GOD AND POLITICS….Eugene Volokh comments today on a proposed House resolution calling on the President to declare a day of prayer and fasting. The resolution cites several previous Presidential proclamations of such days and says, among other things, that they have historically “been a means of producing unity and solidarity among all the diverse people of this Nation.”

One of the proclamations they don’t reference is John Adams’ declaration of May 9, 1798 as a day of “solemn humiliation, fasting, and prayer.” Here is what Benjamin Franklin’s grandson, Benjamin Franklin Bache, had to say about it in his newspaper, the Aurora:

There is nothing in the constitution giving authority to proclaim fasts….Because prayer, fasting, and humiliation are matters of religion and conscience, with which government has nothing to do…And because we consider a connection between state and church affairs as dangerous to religious and political freedom and that, therefore, every approach towards it should be discouraged….

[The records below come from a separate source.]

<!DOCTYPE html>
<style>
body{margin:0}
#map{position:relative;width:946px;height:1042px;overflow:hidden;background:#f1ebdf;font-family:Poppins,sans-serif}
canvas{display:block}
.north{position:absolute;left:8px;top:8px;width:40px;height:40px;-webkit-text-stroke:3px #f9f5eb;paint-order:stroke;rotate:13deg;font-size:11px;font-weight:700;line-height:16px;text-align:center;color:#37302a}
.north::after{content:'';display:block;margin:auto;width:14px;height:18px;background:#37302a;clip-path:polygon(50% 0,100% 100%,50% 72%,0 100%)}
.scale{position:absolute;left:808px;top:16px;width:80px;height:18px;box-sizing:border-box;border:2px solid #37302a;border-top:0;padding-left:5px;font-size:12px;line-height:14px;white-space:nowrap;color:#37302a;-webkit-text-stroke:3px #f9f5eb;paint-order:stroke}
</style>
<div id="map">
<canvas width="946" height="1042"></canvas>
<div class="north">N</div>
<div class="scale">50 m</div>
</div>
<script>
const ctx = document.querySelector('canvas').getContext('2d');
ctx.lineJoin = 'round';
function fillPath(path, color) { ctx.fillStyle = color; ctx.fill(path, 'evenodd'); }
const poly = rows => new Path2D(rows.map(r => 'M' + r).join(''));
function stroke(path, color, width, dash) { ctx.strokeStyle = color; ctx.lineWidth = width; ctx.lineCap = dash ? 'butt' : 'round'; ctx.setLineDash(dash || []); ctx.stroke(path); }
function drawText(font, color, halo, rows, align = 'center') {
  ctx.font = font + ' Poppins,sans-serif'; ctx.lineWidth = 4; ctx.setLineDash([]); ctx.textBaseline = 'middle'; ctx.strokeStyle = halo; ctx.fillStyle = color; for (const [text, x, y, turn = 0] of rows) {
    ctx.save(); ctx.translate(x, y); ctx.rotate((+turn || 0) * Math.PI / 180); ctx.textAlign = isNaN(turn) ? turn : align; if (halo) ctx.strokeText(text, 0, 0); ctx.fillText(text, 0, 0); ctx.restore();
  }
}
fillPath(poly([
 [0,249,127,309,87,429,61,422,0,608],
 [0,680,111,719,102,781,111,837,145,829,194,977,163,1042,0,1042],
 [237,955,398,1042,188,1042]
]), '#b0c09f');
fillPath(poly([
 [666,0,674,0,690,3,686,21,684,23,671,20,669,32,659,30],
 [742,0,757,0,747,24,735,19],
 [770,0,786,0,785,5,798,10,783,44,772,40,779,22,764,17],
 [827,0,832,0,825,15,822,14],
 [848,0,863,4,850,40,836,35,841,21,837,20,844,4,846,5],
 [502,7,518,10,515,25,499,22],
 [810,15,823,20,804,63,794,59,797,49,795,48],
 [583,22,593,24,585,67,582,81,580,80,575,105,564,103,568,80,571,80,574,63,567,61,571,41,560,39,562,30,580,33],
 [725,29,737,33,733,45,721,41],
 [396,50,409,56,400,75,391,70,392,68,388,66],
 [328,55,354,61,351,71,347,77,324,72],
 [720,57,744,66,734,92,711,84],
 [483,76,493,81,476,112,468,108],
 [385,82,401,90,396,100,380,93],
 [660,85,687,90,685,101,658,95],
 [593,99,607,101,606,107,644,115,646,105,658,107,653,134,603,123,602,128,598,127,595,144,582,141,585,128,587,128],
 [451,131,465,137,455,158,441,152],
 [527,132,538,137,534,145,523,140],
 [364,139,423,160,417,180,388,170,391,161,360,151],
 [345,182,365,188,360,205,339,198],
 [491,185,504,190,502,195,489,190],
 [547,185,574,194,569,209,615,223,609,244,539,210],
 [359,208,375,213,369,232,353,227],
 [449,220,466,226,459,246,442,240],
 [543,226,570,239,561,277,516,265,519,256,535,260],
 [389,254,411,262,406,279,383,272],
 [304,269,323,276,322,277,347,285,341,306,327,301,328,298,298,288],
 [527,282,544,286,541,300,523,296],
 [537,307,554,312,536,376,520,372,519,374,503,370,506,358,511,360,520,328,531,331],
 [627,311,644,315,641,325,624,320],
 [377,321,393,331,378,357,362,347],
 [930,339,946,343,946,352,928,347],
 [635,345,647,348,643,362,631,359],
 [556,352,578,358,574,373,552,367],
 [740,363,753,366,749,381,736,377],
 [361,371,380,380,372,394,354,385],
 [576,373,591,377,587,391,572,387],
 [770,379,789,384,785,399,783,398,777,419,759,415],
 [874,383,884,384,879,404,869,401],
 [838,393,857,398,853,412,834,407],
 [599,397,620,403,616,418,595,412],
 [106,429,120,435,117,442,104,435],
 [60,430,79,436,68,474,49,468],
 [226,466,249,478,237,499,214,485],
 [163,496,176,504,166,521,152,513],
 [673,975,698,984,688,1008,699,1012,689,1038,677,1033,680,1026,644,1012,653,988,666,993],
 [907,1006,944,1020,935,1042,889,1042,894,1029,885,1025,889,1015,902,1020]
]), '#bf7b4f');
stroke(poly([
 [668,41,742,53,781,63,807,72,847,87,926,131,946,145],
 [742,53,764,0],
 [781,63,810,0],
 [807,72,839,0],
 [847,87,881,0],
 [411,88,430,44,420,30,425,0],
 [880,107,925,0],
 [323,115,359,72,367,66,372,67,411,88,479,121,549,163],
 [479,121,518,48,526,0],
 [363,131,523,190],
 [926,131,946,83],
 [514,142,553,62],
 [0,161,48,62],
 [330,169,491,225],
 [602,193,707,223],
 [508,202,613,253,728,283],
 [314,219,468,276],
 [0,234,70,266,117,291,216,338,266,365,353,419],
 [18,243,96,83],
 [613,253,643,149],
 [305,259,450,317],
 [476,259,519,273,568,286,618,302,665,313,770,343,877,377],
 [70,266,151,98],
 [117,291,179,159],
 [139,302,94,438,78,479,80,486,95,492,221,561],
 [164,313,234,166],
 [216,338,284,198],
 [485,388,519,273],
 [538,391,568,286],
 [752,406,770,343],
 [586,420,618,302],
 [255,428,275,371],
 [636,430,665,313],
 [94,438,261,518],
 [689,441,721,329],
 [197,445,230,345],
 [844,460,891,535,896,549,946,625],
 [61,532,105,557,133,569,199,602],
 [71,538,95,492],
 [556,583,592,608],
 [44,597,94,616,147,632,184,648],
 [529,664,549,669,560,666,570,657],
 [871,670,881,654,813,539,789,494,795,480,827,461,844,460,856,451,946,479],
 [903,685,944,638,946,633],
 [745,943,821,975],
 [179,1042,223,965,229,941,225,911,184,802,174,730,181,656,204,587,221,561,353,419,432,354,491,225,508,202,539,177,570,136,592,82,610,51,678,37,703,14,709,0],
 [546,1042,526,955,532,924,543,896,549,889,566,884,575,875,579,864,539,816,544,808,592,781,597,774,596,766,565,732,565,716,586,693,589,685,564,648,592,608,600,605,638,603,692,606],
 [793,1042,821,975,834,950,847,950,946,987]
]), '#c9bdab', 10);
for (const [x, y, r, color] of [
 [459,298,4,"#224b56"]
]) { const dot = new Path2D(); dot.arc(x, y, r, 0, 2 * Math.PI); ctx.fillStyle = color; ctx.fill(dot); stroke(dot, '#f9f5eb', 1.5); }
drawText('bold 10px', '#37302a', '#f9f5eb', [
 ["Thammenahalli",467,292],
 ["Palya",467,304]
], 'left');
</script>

And this letter to the editor:

I find most good men look on the President’s Proclamation for Fasting, Humiliation and Prayer throughout the States as one of those apparently humble, hypocritical and delusive methods Tyrants have universally began the foundation for oppressing the people with….

Benjamin Franklin himself ? one of those framers of the constitution that people like Anton Scalia keep telling us about ? would surely have agreed. Bringing God into politics didn’t produce “unity and solidarity” in 1798, and there’s no reason to think it will do so today either. This is one resolution that should stay in House members’ churches, where it belongs.